Seeing this girl talk about the love of her life on a random page and how perfect he is just made me think how I can never be that for someone. This guy seems literally perfect. He enjoys cooking, plays an instrument, is in very good shape, he insists she walks on the inside of the sidewalk, and always remembers to open doors for her. He’s financially stable, he sends her letters just to Suprise her out of the blue, he always does what he says he’ll do and always puts her first. He does this and that, the girl fawns over him, et cetera, et cetera.

I really want to be like that for someone, but Im afraid I don’t meet/ won’t ever meet the status quo. Sure I don’t go to the gym, but I’m fairly tall (6’1), I eat good, I walk almost everywhere, whether that’s to my job or to my classes so I’m not unhealthy. I’ve tried to learn instruments with no success, but I love viewing and creating art, drawing, photography. I’ve been drawing for around 4 years myself and finally starting to learn how to draw anatomy figures and I think I’m pretty passionate about the process.

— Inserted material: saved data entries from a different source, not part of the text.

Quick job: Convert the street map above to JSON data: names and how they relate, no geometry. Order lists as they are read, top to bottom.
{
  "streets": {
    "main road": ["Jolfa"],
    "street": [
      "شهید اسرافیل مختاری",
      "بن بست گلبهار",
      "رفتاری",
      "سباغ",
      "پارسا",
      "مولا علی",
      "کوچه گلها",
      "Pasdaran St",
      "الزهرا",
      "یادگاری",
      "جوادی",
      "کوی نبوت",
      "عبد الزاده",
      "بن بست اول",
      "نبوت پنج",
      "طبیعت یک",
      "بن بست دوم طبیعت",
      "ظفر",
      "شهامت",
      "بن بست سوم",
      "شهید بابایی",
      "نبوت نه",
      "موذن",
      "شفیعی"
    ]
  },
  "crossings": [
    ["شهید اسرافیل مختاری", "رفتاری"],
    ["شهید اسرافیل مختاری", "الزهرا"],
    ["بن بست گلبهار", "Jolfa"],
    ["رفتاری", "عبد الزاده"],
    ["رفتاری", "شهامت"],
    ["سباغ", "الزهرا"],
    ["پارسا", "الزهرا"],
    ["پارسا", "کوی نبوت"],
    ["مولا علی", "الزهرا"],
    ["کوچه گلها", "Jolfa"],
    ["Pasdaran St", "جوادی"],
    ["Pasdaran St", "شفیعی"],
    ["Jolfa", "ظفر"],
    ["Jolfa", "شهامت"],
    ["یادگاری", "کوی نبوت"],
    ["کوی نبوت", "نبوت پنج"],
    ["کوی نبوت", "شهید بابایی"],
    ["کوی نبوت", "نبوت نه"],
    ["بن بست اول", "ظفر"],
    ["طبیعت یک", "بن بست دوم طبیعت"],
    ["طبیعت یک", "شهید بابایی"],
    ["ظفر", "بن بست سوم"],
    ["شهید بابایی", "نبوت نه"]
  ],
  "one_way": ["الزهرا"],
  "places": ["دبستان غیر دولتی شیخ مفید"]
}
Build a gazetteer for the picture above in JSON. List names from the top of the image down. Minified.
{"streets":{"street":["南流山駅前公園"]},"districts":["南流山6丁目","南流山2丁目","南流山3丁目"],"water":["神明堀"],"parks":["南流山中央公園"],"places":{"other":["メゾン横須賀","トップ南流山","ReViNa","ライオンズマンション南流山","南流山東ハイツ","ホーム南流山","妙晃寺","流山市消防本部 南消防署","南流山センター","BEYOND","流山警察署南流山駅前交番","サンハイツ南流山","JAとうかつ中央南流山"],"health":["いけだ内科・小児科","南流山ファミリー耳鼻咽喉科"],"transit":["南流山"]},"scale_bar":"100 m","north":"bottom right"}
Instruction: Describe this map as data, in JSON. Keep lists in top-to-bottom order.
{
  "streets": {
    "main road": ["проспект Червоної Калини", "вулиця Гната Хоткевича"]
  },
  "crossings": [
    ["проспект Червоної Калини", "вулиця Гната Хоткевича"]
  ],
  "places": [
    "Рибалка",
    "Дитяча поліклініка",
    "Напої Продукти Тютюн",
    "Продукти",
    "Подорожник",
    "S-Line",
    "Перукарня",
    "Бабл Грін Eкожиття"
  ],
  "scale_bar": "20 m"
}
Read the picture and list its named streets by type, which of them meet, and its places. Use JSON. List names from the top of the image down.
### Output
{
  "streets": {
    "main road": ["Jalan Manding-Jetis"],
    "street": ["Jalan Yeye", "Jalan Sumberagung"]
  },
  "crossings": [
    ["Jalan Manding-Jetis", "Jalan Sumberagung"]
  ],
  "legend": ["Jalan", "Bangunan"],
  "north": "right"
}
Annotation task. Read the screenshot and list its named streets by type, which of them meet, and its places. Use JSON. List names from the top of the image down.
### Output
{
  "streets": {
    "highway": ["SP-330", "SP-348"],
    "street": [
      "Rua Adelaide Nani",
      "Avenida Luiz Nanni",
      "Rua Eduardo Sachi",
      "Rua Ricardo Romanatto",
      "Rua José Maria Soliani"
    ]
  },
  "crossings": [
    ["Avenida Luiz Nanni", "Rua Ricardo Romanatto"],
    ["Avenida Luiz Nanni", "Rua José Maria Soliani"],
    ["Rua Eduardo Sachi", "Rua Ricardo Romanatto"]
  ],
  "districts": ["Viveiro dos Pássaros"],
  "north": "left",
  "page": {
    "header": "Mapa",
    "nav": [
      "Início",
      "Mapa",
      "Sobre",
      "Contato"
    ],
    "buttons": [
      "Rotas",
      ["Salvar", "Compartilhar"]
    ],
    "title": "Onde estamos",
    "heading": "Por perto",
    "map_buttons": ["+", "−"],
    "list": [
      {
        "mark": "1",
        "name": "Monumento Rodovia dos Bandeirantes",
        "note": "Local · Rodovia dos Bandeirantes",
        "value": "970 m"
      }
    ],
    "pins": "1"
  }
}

Of course I want to keep the future love of my life happy but I also know I’m dumber than a bag of bricks and there will always be one time when I forget to hold the door open for her or I raise my voice a little too loud because I’m not thinking right and I’ll beat myself up thinking about it for 72 hours afterwards even if she didn’t really care in the grand scheme of things

But the bottom line is that sure, maybe I have a few things going for me, but compared to the “ideal man” I feel like I have jack shit. I’m worried that I’ll never meet the standards that a woman is looking for in a man and I won’t find love for a long time if even at all. I think of myself as an insecure child who doesn’t improve himself and in turn is unlovable.

(I’m aware this is the dumb teenage puppy love mindset talking) but I just want to be able to have someone in my life that I can hold close and care for with all my being, someone I can just cuddle with on our couch in the morning with some coffee or tea and chat about boring mundane everyday things in our distorted morning voices. I want someone that lets me carefully brush her hair when shes washing up because she whole heartedly trusts me, someone who’s face just smiles a tiny bit more when I buy some of her favourite ice cream when she’s having a really rough day. And maybe even someone who’s honest and tells me when I do shit wrong and gives me encouragement to make myself a better person yknow?

The thing is right now in this point in time, I know I’m not ready for a relationship. I have poor communication skills and can’t talk to girls my age like a normal human being to save my life, I’m not financially stable by any means, I have a handful of bad habits and addictions that I struggle with that could ruin a marriage. So until I get that stuff sorted out, I fully believe It’s better that I don’t have a partner or even any options.

But I still cry thinking about the warm comforting embrace of another person when I sleep in my bed every single night, and that fucking sucks.

I’m sorry if this felt like a im14andthisisdeep kinda post, it’s late and I’m tired and I needed to write this out. I wanted answers even though I don’t really know what I’m asking for.